Stored data:

====================

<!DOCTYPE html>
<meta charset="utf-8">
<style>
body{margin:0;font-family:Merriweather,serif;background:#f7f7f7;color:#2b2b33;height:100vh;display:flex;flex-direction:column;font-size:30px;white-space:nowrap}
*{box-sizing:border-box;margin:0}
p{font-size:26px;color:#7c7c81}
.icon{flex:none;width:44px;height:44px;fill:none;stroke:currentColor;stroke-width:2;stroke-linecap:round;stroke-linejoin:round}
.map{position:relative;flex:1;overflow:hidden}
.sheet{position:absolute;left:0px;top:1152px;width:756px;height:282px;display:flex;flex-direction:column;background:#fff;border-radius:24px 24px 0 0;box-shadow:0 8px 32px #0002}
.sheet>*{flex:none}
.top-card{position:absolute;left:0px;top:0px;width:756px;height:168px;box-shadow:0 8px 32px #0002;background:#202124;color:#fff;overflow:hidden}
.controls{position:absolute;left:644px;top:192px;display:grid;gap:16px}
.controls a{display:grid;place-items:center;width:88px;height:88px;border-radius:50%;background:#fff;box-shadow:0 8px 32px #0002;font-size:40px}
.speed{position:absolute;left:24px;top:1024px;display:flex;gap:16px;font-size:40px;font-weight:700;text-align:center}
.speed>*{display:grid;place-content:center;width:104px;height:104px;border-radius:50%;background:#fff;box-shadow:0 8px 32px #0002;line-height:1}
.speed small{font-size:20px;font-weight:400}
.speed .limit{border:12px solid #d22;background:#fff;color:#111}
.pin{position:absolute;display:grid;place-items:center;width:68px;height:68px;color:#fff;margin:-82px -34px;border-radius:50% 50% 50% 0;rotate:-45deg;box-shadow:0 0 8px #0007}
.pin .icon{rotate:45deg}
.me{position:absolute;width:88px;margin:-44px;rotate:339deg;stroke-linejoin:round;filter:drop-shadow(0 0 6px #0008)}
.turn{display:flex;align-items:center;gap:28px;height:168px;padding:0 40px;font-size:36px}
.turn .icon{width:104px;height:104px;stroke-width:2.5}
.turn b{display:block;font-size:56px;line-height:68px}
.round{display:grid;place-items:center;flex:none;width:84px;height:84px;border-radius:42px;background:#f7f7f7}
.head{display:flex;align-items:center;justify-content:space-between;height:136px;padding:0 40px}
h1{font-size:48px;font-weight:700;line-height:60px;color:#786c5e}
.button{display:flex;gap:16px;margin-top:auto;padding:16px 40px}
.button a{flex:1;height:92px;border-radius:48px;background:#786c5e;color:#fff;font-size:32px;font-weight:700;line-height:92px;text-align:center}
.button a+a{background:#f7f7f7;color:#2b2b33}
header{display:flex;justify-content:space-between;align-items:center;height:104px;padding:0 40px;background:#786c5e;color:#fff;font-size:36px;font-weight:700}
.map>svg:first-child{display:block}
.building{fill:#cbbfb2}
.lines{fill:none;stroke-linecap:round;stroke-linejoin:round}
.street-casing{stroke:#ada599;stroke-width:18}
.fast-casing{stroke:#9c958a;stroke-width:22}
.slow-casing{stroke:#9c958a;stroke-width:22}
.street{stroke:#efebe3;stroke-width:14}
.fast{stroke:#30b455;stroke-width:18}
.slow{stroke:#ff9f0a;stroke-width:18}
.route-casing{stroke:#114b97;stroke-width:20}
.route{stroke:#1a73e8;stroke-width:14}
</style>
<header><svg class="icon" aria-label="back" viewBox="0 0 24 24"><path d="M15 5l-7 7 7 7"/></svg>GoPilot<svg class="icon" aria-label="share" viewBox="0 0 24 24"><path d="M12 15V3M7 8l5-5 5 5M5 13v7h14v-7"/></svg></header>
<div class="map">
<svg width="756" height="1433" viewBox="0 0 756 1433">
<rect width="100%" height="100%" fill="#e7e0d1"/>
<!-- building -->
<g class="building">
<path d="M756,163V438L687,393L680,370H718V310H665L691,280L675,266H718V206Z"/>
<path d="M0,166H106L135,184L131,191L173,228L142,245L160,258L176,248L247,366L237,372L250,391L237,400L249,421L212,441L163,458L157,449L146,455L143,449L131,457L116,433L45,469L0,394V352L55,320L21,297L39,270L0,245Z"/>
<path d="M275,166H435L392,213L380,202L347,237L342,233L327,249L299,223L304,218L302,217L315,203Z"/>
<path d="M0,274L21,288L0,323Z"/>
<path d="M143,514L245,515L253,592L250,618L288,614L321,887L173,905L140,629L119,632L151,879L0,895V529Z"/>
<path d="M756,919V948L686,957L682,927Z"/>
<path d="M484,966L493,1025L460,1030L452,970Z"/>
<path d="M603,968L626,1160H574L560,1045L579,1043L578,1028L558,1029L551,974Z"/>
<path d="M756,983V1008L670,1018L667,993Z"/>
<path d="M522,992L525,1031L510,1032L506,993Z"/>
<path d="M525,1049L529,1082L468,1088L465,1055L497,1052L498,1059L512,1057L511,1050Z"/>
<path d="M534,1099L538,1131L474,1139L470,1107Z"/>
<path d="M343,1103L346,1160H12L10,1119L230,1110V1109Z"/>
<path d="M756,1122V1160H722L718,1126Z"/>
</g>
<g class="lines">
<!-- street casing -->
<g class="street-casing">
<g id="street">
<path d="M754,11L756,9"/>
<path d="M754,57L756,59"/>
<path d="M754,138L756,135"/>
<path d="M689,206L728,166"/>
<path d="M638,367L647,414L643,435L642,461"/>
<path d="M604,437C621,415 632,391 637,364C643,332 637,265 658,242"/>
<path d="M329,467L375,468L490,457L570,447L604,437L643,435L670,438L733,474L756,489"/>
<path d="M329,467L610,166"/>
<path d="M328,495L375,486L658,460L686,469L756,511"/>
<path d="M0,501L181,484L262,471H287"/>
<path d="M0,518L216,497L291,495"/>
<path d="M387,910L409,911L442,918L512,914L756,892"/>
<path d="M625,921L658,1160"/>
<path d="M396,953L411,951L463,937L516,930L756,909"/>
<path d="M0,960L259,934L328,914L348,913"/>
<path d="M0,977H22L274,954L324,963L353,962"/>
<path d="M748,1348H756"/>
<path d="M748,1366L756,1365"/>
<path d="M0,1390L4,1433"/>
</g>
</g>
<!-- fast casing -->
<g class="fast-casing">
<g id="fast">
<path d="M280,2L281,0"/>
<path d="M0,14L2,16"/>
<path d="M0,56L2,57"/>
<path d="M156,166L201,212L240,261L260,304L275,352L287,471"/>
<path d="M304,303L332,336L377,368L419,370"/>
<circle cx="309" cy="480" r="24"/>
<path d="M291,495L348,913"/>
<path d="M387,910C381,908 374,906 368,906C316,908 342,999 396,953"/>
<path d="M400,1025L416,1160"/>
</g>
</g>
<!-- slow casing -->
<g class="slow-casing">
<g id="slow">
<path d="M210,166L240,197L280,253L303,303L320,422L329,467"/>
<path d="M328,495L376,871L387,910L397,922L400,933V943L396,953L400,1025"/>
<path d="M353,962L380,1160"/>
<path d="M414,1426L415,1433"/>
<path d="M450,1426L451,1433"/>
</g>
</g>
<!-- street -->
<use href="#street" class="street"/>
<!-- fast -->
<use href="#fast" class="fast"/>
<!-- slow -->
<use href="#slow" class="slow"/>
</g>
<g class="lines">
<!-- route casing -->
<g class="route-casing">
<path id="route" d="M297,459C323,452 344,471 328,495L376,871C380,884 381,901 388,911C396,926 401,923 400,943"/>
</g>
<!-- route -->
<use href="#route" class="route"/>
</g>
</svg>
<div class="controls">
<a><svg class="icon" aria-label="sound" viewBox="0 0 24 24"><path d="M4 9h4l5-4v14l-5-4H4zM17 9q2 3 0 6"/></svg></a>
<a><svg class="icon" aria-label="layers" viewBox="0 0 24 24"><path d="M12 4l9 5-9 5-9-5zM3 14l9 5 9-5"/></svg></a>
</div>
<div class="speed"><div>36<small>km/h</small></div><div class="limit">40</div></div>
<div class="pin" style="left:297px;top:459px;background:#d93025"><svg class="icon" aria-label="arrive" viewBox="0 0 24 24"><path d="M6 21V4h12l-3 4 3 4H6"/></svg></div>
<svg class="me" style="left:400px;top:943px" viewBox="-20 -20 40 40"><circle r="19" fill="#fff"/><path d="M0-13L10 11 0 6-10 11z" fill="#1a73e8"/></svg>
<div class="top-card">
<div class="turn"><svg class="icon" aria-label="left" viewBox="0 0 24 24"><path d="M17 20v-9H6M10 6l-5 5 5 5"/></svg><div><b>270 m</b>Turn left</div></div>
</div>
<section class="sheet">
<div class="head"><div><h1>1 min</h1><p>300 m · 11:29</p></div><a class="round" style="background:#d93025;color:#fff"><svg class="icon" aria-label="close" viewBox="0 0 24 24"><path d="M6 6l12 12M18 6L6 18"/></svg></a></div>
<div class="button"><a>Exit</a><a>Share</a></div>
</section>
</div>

====================

Exercise objective » Which lines above contain the word "button"? Copy each one.

Exercise answer »
.button{display:flex;gap:16px;margin-top:auto;padding:16px 40px}
.button a{flex:1;height:92px;border-radius:48px;background:#786c5e;color:#fff;font-size:32px;font-weight:700;line-height:92px;text-align:center}
.button a+a{background:#f7f7f7;color:#2b2b33}
<div class="button"><a>Exit</a><a>Share</a></div>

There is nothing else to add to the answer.